Wednesday, March 7, 2012

Geosteering Of "Horizontal" Wells

A recent posting on LinkedIn inspired me to elaborate on this subject.  Much more could be written.   The subject under discussion is the drilling of "horizontal" wells, which are so crucial to the great increases in oil and gas production we are now seeing from formerly unproductive shales around the world.  Of course hydraulic fracturing is equally important (and sensational, thus "newsworthy").

I know from experience that it is possible to steer an actively drilling (and fast!) well AND it is possible to keep the drill bit within a few feet, sometimes less, of a desired stratigraphic horizon, "pay zone", or "target".  This is really what determines the success or failure of a well in these new "unconventional" shale plays.

Yes, of course the engineering aspects of drilling and completion are important, (a most respectful hat tip to my engineering friends).  And of course my geophysical seismic-interpreting friends provide an invaluable glimpse into the subsurface before the drilling begins.  However, the real success of these plays is dependent upon a knowledge of the stratigraphy of the rocks.  Some things never change.  I also think this can only be learned and appreciated by looking at rocks in the field, not only via "electric" logs and/or on computer screens.  That is why geologists do field work, sweat, get dirty, and break rocks with hammers.  They should anyway, and the more the better.

So, all new technology, the wondrous ability to turn a well bore from vertical to "horizontal", to follow a layer of rock sometimes only a few feet thick, thousands of feet beneath the surface, all comes down to a geologist knowing "where" that well bore is relative to the local stratigraphy.  If this is not correct, all the best seismic, fracture detection, petrophysics, geochemistry, and hydraulic fracturing are for naught.  If your well bore is in the wrong place you're just "outta luck bubba".

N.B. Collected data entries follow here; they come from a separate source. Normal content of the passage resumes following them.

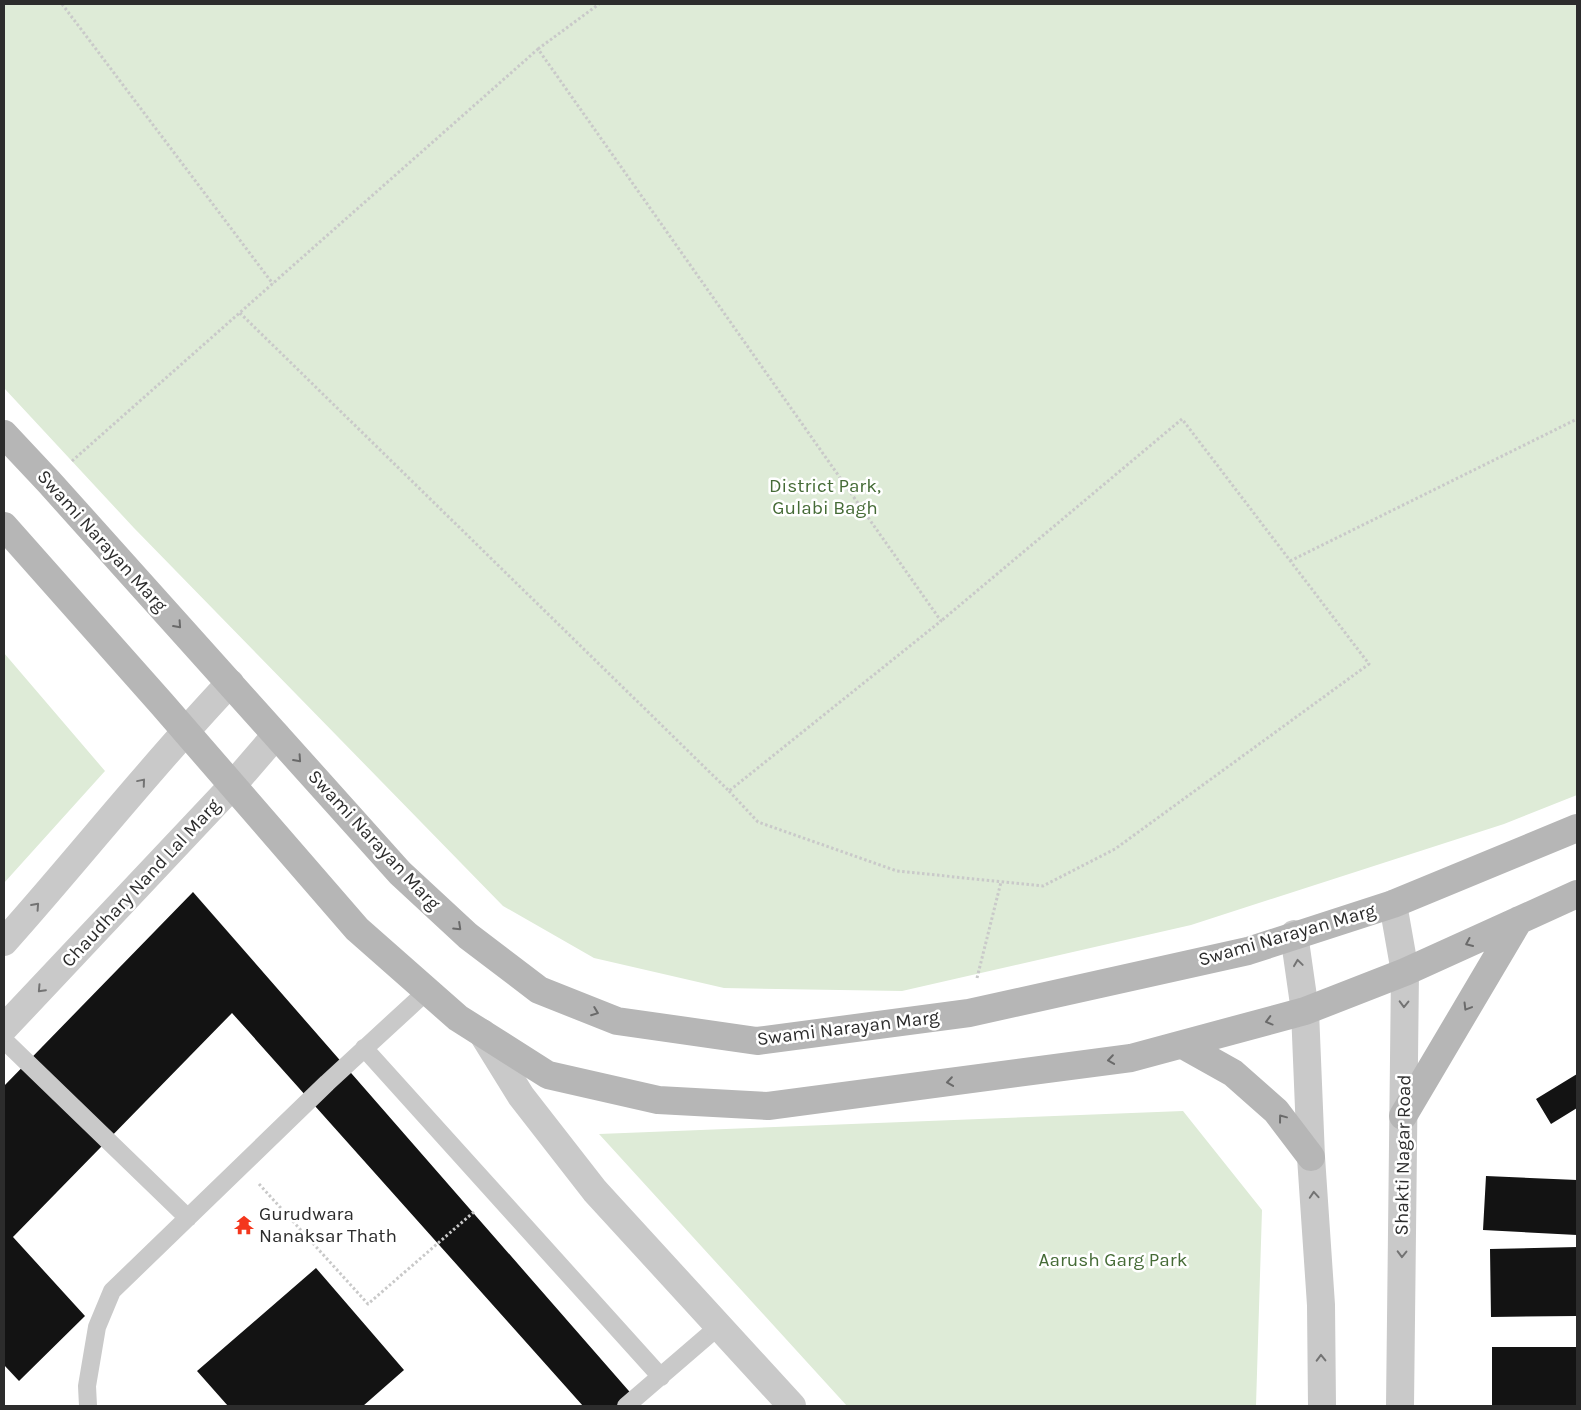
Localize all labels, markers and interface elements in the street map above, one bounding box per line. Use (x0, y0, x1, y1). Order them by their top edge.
street label: Swami Narayan Marg (32, 465, 172, 617)
park label: District Park, Gulabi Bagh (769, 475, 881, 519)
one-way arrow (172, 620, 181, 629)
one-way arrow (292, 754, 301, 763)
street label: Swami Narayan Marg (303, 765, 445, 915)
one-way arrow (136, 779, 144, 788)
street label: Chaudhary Nand Lal Marg (57, 794, 225, 972)
street label: Swami Narayan Marg (1196, 899, 1379, 971)
one-way arrow (30, 902, 39, 911)
one-way arrow (453, 921, 462, 930)
one-way arrow (1465, 937, 1474, 948)
one-way arrow (1294, 959, 1304, 968)
one-way arrow (38, 983, 47, 992)
one-way arrow (1399, 1000, 1409, 1008)
one-way arrow (1464, 1002, 1474, 1011)
one-way arrow (590, 1006, 599, 1016)
street label: Swami Narayan Marg (756, 1006, 941, 1050)
one-way arrow (1265, 1015, 1273, 1026)
one-way arrow (1107, 1054, 1115, 1065)
street label: Shakti Nagar Road (1391, 1074, 1415, 1236)
one-way arrow (946, 1076, 954, 1087)
one-way arrow (1279, 1115, 1287, 1124)
one-way arrow (1308, 1191, 1319, 1199)
place label: Gurudwara Nanaksar Thath (259, 1203, 397, 1247)
temple icon: Gurudwara Nanaksar Thath (233, 1214, 255, 1236)
park label: Aarush Garg Park (1039, 1249, 1188, 1271)
one-way arrow (1397, 1250, 1407, 1258)
one-way arrow (1316, 1353, 1326, 1361)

I am sure the successful drillers of all the shale plays being developed know these things and more.  Unfortunately, as is usually the case, whether in the oil and gas business, or the mining industry, the little guys make the discoveries and then the big guys swoop in and buy them out.  Think XTO and Exxon/Mobil, Petrohawk in the Eagle Ford, Brigham in the Bakken, or the beginning of the Barnett Shale play with George Mitchell's Mitchell Energy being acquired by Devon, and the list goes on.  Every oil company in the world wants to know how to produce these shales.  However, I'll share a  secret, it is not all computer software and drilling technology.  The secret lies in Wallace Pratt 's dictum that "Oil is found in the minds of men".  (I must add, men AND women with a knowledge of stratigraphy, and I've had the good fortune of being taught by some of the best, e.g. Dott, Pray, Weimer.... to name a few.)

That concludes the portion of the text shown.